RNA was extracted as described previously. Host ribosomal RNA (human/mouse/rat) were removed using a Ribo-MagOff rRNA Depletion Kit (Vazyme, Nanjing, China) during the library construction, and all of the 150 bp pair-end sequencing libraries were constructed using a VAHTS^® Universal V8 RNA-seq Library Prep Kit for Illumina (Vazyme, Nanjing, China). The quality and quantity of the library alignment were further assessed using a Qubit 4.0 fluorometer (Invitrogen, Carlsbad, CA, USA) and an Agilent 2100 Bioanalyzer (Agilent Technologies, Santa Clara, CA, USA), respectively, before sequencing. Finally, the qualified libraries were sequenced using a NovaSeq 6000 sequencer (Illumina, San Diego, CA, USA). Trimmomatic was used to trim the short-segment adaptation sequences and remove low-quality reads (quality scores < 20). We used MEGAHIT to assemble the reads and generate the entire contigs. Finally, we employed SAMtools and iVar to map and obtain the consensus genome of PEDV, with fine scrutiny of coverage information. The complete gene sequence has been submitted to GenBank (OR418363 and OR418364).

2.7. Genomic analysis

First, we retrieved all available S genes and complete genome reference sequences for PEDV from the National Center for Biotechnology Information nucleotide database (GenBank) and downloaded the entire database. They were aligned using MAFFT v7. Sequences with homology higher than 95% were removed using CD-hit. Maximum likelihood phylogenies were estimated using IQ-TREE v.1.6.5, with 1,000 bootstrapped replicates to generate the consensus phylogenies of the S gene and complete genome. The results were visualized using Figtree v1.4.4¹ and ggtree in R. In addition, amino acid translation and sequence alignment were performed on the viral sequences using the EditSeq and MegAlign programs (DNAStar7.1) (Zhu et al., 2022), and the results were further visualized using Jalview.

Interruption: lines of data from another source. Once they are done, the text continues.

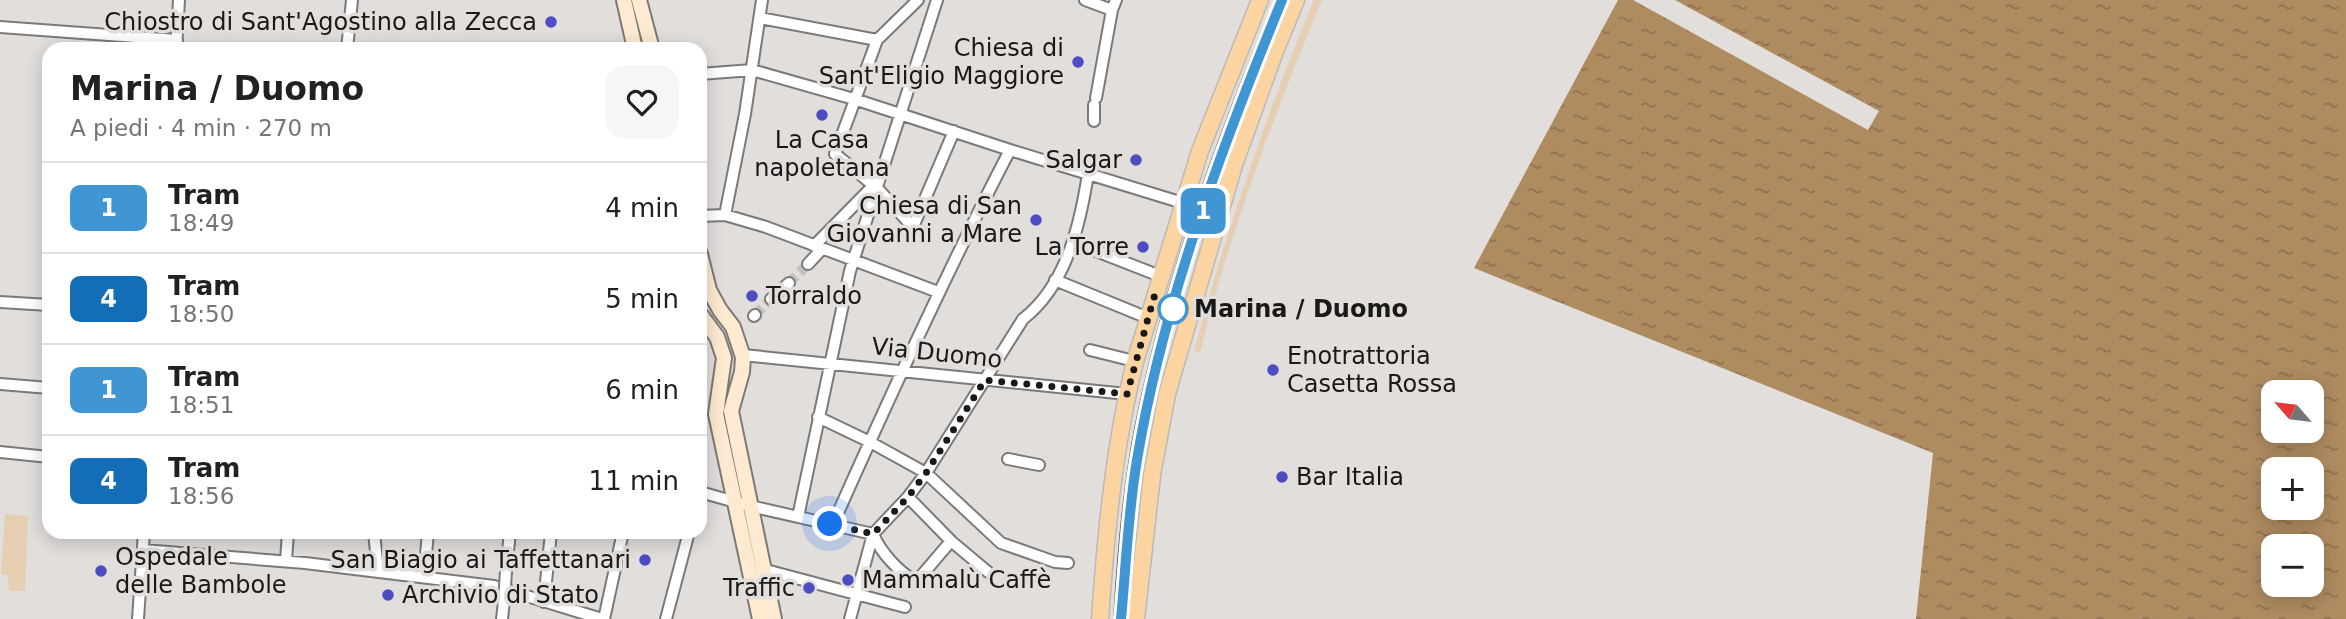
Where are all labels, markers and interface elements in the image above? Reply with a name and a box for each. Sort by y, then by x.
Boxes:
place label: Chiostro di Sant'Agostino alla Zecca [104,8,537,36]
marker: Chiostro di Sant'Agostino alla Zecca [543,14,559,30]
place label: Chiesa di Sant'Eligio Maggiore [819,34,1064,90]
marker: Chiesa di Sant'Eligio Maggiore [1070,54,1086,70]
button: heart [605,65,679,139]
text: Marina / Duomo [70,69,364,108]
marker: La Casa napoletana [814,107,830,123]
text: A piedi · 4 min · 270 m [70,115,332,141]
place label: La Casa napoletana [754,126,890,182]
place label: Salgar [1046,146,1122,174]
marker: Salgar [1128,152,1144,168]
text: Tram [168,180,240,210]
line badge: 1 [1180,188,1226,234]
place label: Chiesa di San Giovanni a Mare [827,192,1022,248]
text: 4 min [605,193,679,223]
text: 1 [100,194,117,222]
text: 1 [1195,197,1211,225]
text: 18:49 [168,210,234,236]
marker: Chiesa di San Giovanni a Mare [1028,212,1044,228]
place label: La Torre [1034,233,1129,261]
marker: La Torre [1135,239,1151,255]
text: Tram [168,271,240,301]
place label: Torraldo [765,282,862,310]
text: 5 min [605,284,679,314]
text: 4 [100,285,117,313]
marker: Torraldo [744,288,760,304]
marker: Marina / Duomo [1158,294,1188,324]
place label: Marina / Duomo [1194,295,1408,323]
text: 18:50 [168,301,234,327]
street label: Via Duomo [870,332,1004,374]
place label: Enotrattoria Casetta Rossa [1287,342,1457,398]
text: Tram [168,362,240,392]
marker: Enotrattoria Casetta Rossa [1265,362,1281,378]
text: 6 min [605,375,679,405]
text: 1 [100,376,117,404]
north arrow [2261,380,2324,443]
map controls [2261,380,2324,597]
text: 18:51 [168,392,234,418]
text: Tram [168,453,240,483]
button: + [2261,457,2324,520]
place label: Bar Italia [1296,463,1404,491]
text: 11 min [589,466,679,496]
text: 4 [100,467,117,495]
marker: Bar Italia [1274,469,1290,485]
text: 18:56 [168,483,234,509]
your location [812,506,847,541]
button: − [2261,534,2324,597]
place label: Ospedale delle Bambole [115,543,287,599]
place label: San Biagio ai Taffettanari [330,546,631,574]
marker: San Biagio ai Taffettanari [637,552,653,568]
marker: Ospedale delle Bambole [93,563,109,579]
place label: Mammalù Caffè [862,566,1051,594]
marker: Mammalù Caffè [840,572,856,588]
place label: Traffic [722,574,795,602]
marker: Traffic [801,580,817,596]
place label: Archivio di Stato [402,581,599,609]
marker: Archivio di Stato [380,587,396,603]

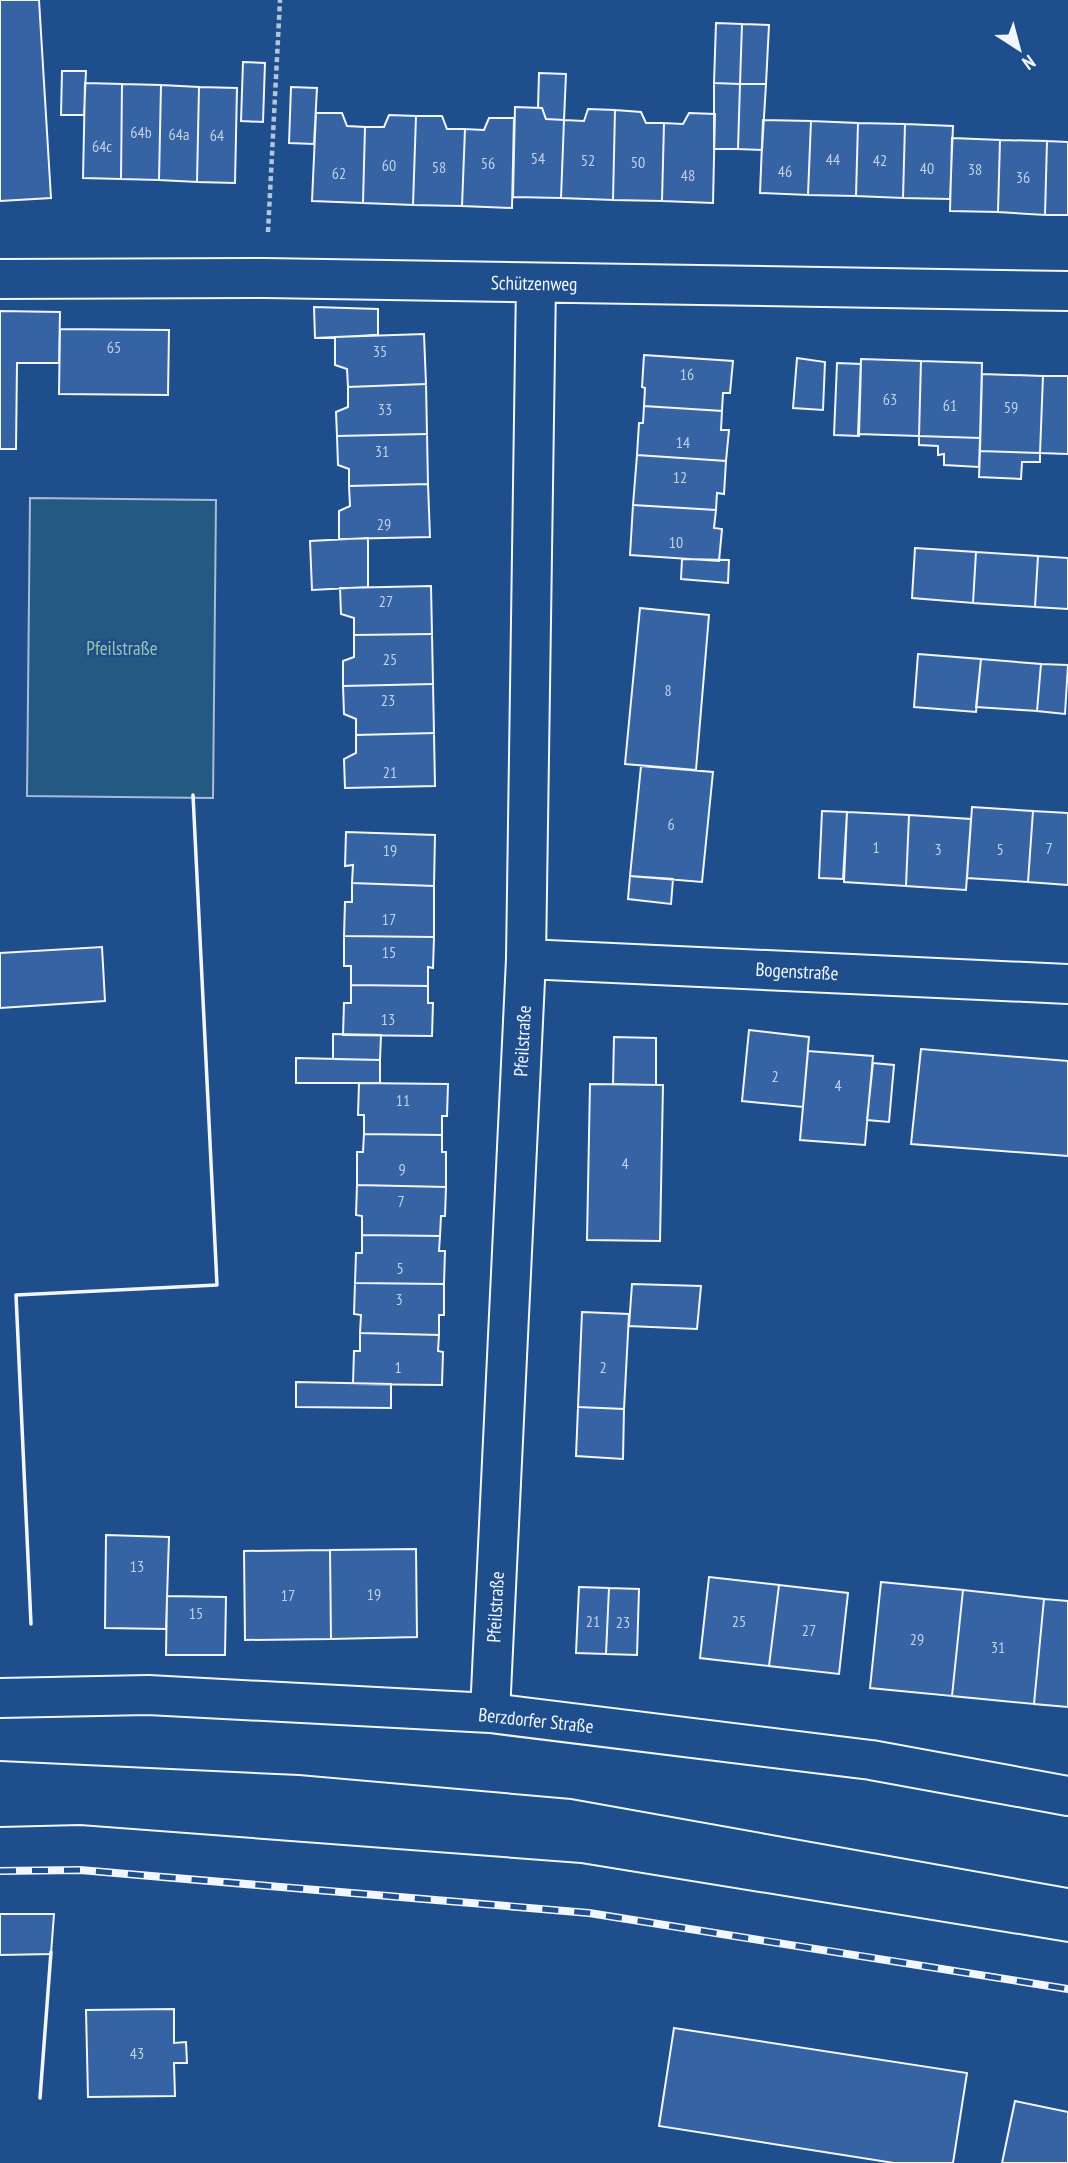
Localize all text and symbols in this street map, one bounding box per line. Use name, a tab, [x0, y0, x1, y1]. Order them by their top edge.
north arrow	[984, 14, 1054, 84]
text: N	[1018, 50, 1040, 75]
house number: 64b	[130, 122, 152, 142]
house number: 64a	[169, 124, 189, 144]
house number: 64	[210, 125, 224, 145]
house number: 64c	[92, 136, 112, 156]
house number: 54	[531, 148, 545, 168]
house number: 44	[826, 149, 840, 169]
house number: 52	[581, 150, 595, 170]
house number: 42	[873, 150, 887, 170]
house number: 50	[631, 152, 645, 172]
house number: 56	[481, 153, 495, 173]
house number: 60	[382, 155, 396, 175]
house number: 58	[432, 157, 446, 177]
house number: 40	[920, 158, 934, 178]
house number: 38	[968, 159, 982, 179]
house number: 46	[778, 161, 792, 181]
house number: 62	[332, 163, 346, 183]
house number: 48	[681, 165, 695, 185]
house number: 36	[1016, 167, 1030, 187]
street label: Schützenweg	[491, 270, 577, 296]
house number: 65	[107, 337, 121, 357]
house number: 35	[373, 341, 387, 361]
house number: 16	[680, 364, 694, 384]
house number: 63	[883, 389, 897, 409]
house number: 61	[943, 395, 957, 415]
house number: 59	[1004, 397, 1018, 417]
house number: 33	[378, 399, 392, 419]
house number: 14	[676, 432, 690, 452]
house number: 31	[375, 441, 389, 461]
house number: 12	[673, 467, 687, 487]
house number: 29	[377, 514, 391, 534]
house number: 10	[669, 532, 683, 552]
house number: 27	[379, 591, 393, 611]
park label: Pfeilstraße	[86, 636, 158, 660]
house number: 25	[383, 649, 397, 669]
house number: 8	[664, 680, 672, 700]
house number: 23	[381, 690, 395, 710]
house number: 21	[383, 762, 397, 782]
house number: 6	[667, 814, 675, 834]
house number: 1	[872, 837, 880, 857]
house number: 7	[1045, 838, 1053, 858]
house number: 3	[934, 839, 942, 859]
house number: 5	[996, 839, 1004, 859]
house number: 19	[383, 840, 397, 860]
house number: 17	[382, 909, 396, 929]
house number: 15	[382, 942, 396, 962]
street label: Bogenstraße	[755, 957, 839, 985]
street label: Pfeilstraße	[508, 1005, 536, 1077]
house number: 13	[381, 1009, 395, 1029]
house number: 2	[771, 1066, 779, 1086]
house number: 4	[834, 1075, 842, 1095]
house number: 11	[396, 1090, 410, 1110]
house number: 4	[621, 1153, 629, 1173]
house number: 9	[398, 1159, 406, 1179]
house number: 7	[397, 1191, 405, 1211]
house number: 5	[396, 1258, 404, 1278]
house number: 3	[395, 1289, 403, 1309]
house number: 1	[394, 1357, 402, 1377]
house number: 2	[599, 1357, 607, 1377]
house number: 13	[130, 1556, 144, 1576]
street label: Pfeilstraße	[481, 1571, 509, 1643]
house number: 19	[367, 1584, 381, 1604]
house number: 17	[281, 1585, 295, 1605]
house number: 15	[189, 1603, 203, 1623]
house number: 21	[586, 1611, 600, 1631]
house number: 25	[732, 1611, 746, 1631]
house number: 23	[616, 1612, 630, 1632]
house number: 27	[802, 1620, 816, 1640]
house number: 29	[910, 1629, 924, 1649]
house number: 31	[991, 1637, 1005, 1657]
street label: Berzdorfer Straße	[477, 1702, 595, 1738]
house number: 43	[130, 2043, 144, 2063]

2.8. Pathogenicity assessment of isolated PEDV strains FS202201 and JY202201 in piglets

2.8.1. Animal experiment design

Thirty 3-day-old piglets that tested negative for ASFV, CSFV, PRRSV, PEDV, PDCoV, TEGV, PRoV, and JEV were randomly grouped. Among them, six were in the negative control group. Twelve in the FS202201 infection group, and six each in the 10⁴ TCID₅₀/mL and 10³ TCID₅₀/mL infection doses groups. Twelve in the JY202201 infection group, and six each in the 10⁴ TCID₅₀/mL and 10³ TCID₅₀/mL infection doses groups. The first day was adaptive cultivation and the second day was an artificial oral challenge. The negative control group received DMEM orally, using an identical method. Each piglet group was kept apart and nurtured in separate rooms.

2.8.2. Clinical symptoms

The duration of the experiment was 14 days, and the clinical symptoms of the piglets were observed every day after the virus infection. Diarrhea was scored according to the scoring criteria listed in Table 1. We also recorded daily changes in weight, body temperature, and survival rate of the piglets in each group.

TABLE 1

Table 1. Diarrhea scoring criteria.

2.8.3. Histopathology

Dying piglets were euthanized and immediately autopsied to observe general changes and to collect tissues. The intestinal tissues (jejunum and ileum) were fixed in 10% formalin and removed for water washing, dehydration, and transparency, before immersion waxing and embedding. The tissue was cut into five-micron-thick sections using a microtome, dewaxed, and stained with hematoxylin and eosin (HE) (Yu et al., 2019). Pathological sections were observed under a light microscope (Leica, Wetzlar, Germany).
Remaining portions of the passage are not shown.